Последние слова инспектор бубнил, решительно поднимаясь на второй этаж. Члены гражданской следственной группы, Яков и Григорий с треногой штатива шли следом. У кабинета директора их остановили.

— Воспрещено! — сказали ОГПУшники. — Инспектору Горленко можно, а остальным нет.

— Что за глупости? Это мой подозреваемый, кого надо, того к нему и веду. Где ваш шеф? — завелся Илья. — А, да, ушел рапортовать… Что? Я и попросил никого не впускать, кроме меня и вашего шефа? Да? Ну, так я отменяю просьбу. Что значит нельзя? Ну да, я попросил, и по моей просьбе ваш шеф приказал… Ах, только он может отменить приказ? Вот демоны! Морочат голову… А знаете что? Я попрошу Михаила Александровича выйти к нам сюда.

Не дожидаясь согласия конвоиров, инспектор решительно шагнул в кабинет.

— Смотрю, у вас серьезная дисциплина, — улыбнулся Яков. — Это хорошо. У нас ребята, что охраняют палаты, вечно то на обед уйдут, то еще куда. Спасают лишь решетки на дверях и окнах…

Яков не успел договорить, потому что из кабинета послышался выстрел, а затем душераздирающий вопль.

— Ко мне! На помощь! Врача! — изменившимся голосом кричал инспектор Горленко, каким-то образом выкрикивая все эти фразы одновременно.

Пока присутствующие переглядывались, в кабинет ворвался невесть откуда взявшийся Игнат Павлович. За ним, отталкивая друг друга и невольно устроив заварушку в дверях, ввалились Николай, Яков, Морской, бросивший штатив Григорий и молодые ОГПУшники. Ирина со Светой предусмотрительно застыли на пороге.

В первую минуту Морскому показалось, что Анчоус повалил инспектора на стол, а тот обороняется с помощью револьвера и Игната Павловича. Валяющиеся рядом стул и табуретка усиливали ощущение спонтанной драки. Но через миг стало ясно, что все совсем не так. Навалившееся на обезумевшего Илью тело Анчоуса было совершенно бездыханно. Язык вывалился, лицо посинело, на губах выступила пена… Шею сдавливала петля с отстреленным огрызком веревки, оставшийся конец которой болтался высоко над столом на крюке для лампы. Илья отстрелил веревку, чтобы освободить Михаила Александровича из петли.

— За шторой кто-то есть! — вдруг прокричал Николай. — Стой! Не уйдешь!

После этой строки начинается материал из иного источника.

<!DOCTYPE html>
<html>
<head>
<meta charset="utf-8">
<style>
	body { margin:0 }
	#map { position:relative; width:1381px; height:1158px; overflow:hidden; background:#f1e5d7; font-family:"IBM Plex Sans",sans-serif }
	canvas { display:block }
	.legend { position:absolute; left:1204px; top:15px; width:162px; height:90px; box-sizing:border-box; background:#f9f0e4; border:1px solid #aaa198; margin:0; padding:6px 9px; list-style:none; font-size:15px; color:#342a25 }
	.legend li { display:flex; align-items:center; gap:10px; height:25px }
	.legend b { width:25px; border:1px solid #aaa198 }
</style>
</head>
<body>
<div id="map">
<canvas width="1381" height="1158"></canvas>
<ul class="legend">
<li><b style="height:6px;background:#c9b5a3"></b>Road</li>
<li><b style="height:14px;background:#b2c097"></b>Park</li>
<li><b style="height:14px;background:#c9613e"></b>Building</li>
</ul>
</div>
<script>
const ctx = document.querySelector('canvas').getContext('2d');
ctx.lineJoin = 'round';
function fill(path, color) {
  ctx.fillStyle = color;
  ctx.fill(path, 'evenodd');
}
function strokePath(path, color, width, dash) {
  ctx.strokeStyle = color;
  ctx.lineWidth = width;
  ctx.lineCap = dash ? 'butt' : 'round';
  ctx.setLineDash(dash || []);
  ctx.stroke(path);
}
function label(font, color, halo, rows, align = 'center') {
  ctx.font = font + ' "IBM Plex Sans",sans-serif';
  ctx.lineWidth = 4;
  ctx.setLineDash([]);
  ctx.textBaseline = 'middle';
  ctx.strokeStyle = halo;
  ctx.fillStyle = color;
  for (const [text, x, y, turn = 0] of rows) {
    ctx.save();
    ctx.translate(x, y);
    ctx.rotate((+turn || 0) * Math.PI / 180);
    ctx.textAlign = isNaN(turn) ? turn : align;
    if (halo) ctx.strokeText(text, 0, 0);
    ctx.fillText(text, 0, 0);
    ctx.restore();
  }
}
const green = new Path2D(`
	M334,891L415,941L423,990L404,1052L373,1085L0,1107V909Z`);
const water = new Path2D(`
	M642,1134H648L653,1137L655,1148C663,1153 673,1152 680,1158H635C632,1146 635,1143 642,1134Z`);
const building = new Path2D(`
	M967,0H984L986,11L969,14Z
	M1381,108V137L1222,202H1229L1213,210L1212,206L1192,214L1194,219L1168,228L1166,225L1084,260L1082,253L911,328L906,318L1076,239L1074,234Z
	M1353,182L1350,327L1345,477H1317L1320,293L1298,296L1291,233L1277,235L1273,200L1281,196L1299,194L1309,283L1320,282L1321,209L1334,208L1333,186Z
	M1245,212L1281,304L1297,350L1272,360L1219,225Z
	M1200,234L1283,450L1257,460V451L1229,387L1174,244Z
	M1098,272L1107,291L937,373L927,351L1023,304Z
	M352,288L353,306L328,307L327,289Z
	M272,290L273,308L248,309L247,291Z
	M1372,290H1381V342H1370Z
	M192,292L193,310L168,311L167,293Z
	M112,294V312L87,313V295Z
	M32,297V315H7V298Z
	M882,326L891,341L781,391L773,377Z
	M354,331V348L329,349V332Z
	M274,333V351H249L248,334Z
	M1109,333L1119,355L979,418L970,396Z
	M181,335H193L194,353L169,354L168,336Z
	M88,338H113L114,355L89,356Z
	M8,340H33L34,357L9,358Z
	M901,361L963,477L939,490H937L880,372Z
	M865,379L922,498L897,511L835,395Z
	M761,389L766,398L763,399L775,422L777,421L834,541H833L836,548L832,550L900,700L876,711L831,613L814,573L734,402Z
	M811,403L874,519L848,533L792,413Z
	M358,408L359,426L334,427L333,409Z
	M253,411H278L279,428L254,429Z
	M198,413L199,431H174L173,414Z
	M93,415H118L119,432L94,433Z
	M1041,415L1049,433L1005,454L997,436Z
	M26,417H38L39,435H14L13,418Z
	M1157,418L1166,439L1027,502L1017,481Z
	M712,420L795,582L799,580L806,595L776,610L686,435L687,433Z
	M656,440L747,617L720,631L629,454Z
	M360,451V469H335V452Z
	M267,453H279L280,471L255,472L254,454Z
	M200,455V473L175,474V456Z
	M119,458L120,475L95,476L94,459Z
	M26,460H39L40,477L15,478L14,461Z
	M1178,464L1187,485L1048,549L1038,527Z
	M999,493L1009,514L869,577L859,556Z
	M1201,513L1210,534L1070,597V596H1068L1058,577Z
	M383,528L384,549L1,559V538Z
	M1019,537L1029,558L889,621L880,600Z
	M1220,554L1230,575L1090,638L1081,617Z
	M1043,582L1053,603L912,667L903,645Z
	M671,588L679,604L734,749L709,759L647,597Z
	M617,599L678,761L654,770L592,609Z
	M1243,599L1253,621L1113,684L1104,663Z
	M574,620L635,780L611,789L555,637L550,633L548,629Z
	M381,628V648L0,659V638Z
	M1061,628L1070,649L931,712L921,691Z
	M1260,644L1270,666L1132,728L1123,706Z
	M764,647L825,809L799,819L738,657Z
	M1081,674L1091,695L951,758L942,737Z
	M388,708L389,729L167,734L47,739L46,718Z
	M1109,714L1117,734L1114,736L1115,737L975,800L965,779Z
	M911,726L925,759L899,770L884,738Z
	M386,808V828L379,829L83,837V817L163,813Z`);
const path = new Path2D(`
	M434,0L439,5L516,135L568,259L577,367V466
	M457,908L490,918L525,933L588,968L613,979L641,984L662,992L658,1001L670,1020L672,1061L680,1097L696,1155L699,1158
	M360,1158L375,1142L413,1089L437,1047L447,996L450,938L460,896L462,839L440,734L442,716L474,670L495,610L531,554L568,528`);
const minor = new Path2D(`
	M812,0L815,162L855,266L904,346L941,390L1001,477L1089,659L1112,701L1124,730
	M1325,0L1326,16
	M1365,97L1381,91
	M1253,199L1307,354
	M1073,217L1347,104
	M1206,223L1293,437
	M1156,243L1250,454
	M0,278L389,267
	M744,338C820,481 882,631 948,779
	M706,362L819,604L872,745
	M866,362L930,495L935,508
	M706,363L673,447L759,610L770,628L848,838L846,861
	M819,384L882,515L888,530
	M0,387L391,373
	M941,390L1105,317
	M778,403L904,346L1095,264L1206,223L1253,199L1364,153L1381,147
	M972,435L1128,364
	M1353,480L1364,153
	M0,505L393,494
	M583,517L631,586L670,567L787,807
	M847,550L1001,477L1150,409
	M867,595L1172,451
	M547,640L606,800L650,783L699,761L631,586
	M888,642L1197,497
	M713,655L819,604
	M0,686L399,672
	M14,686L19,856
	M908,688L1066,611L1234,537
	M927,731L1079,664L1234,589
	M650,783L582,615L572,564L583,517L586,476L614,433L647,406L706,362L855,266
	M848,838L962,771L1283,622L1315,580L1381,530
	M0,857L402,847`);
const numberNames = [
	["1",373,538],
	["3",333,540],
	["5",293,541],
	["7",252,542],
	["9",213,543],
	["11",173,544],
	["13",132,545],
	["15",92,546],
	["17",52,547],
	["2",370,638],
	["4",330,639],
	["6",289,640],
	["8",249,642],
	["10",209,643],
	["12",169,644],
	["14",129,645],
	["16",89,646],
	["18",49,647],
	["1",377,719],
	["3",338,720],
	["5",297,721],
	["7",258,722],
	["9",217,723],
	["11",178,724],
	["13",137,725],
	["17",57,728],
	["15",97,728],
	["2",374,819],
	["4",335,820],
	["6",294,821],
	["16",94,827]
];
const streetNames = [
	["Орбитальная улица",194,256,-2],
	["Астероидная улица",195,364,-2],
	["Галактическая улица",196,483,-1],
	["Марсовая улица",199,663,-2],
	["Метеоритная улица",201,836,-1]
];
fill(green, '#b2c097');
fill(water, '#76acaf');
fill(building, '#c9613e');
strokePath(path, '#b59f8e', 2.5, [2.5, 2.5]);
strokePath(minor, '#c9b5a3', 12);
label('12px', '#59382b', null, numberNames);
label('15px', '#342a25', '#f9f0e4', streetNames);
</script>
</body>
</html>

Но за пузатой гардиной гулял лишь сквозняк, порожденный распахнутой форточкой.

— Да хватит его щупать, Игнат Павлович! Снимите его с меня! — взмолился инспектор. — Я думал, что еще успею помочь, подскочил поближе, прострелил веревку, а он как навалился. Тяжелый, гад!

— Мертвец всегда такой, чего ж вы хотели, — спокойно проговорил ОГПУшник, приказывая своим ребятам переложить Анчоуса на пол. — Увы, спасти его вы бы уже не смогли. Повесился уже давно… Это наш промах. Мы зря раскисли, подчинившись этим вашим соплям про «я же обещал, надо оставить наедине на полчаса»… Конечно, такое сложно предусмотреть. Старик был… слишком стар для закидонов. Но вот результат: письмо на столе и труп с петлей на шее… Черт!

— А в помещение кто-нибудь входил? — не унимался Коля.

— С момента, как мы все вместе вышли, оставив товарища обвиняемого писать письмо, до данного эпизода в кабинет никто не входил, — ответил кто-то из ОГПУ.